Then it hit me.  I wanted my kiddos to be engaged with the text, which of course meant getting them to THINK about what they were reading (no small task after all the days off and craziness lately!).  I remembered a basic, solid strategy I had used in the past (the VERY past) that I had termed "coding."  (And I'm sure I didn't invent this idea.... I know I got it from somewhere.)

The idea was for students to be thinking of four things as they read the text: Was this new information added to your schema?  Did you already know this?  Did you find this to be amazing?

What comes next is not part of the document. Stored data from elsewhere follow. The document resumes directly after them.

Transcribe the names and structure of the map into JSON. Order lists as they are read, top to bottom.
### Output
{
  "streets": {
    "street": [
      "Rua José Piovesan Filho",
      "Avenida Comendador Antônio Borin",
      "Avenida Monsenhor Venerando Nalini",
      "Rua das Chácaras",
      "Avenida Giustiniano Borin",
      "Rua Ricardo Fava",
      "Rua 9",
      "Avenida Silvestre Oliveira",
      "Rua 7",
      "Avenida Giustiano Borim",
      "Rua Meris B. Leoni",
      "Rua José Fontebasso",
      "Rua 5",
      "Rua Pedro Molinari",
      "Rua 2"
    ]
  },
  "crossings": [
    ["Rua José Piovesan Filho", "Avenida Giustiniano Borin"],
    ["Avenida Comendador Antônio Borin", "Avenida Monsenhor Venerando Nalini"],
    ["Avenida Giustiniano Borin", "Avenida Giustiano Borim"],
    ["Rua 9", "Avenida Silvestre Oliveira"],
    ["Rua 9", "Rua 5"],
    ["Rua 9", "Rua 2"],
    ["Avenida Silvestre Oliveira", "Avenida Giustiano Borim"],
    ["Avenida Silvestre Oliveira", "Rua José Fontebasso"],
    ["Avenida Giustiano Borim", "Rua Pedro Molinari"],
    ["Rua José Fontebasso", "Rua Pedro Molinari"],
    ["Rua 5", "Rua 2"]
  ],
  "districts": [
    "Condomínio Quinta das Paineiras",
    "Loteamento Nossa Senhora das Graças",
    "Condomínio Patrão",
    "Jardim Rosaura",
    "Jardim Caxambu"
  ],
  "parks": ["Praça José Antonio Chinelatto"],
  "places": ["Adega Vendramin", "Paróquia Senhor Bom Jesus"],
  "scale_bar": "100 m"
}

What did this text make you wonder?

I quickly explained what each code meant, and we talked about how good readers thought about what they were reading and how it fit with what they already knew.  Instant engagement for some reason - my kiddos were hooked by the idea of a "code" to use while reading.  They eagerly found their reading partner, grabbed a book and got to work.

The first job was to read the text together and stop along the way to share what each person was thinking.  No writing!  Each pair of students had a set of four sticky notes (woo-hoo!) on which they had written each coding symbol.  As they read, they stopped and pointed at a sticky note when it fit their thinking.

Their "reading talk" was amazing!  Every pair was focused, engaged and talking about their thinking.  Keeping the sticky notes in front of them helped to structure their conversations and gave them a purpose for their reading.

My original plan was to only have students talk about their thinking, then come back to share with the group.  I had a few pairs finish reading early though, so I gave each student a coding sheet for them to record their thinking.  They had to choose one or two ideas from the text that went with each code. 

That turned out to be super easy for most of them because they were filled with ideas on how what they had read fit with their thinking.

We did come back together at the end and shared some of our coding ideas.  I asked my kiddos to explain how this helped them as a reader and we charted some ideas.  I know they loved this strategy because the next day I had two kiddos ask for "one of those coding sheets and sticky notes" so they could record what they were thinking while they read independently!  Made my teacher heart smile!
If you're interested in the coding sheets (nicely fixed-up!) just click on the image below.  (I included two versions - one with the code meanings and one without, and each one with and without lines. I'm all about options!)
Let me know how they work for you!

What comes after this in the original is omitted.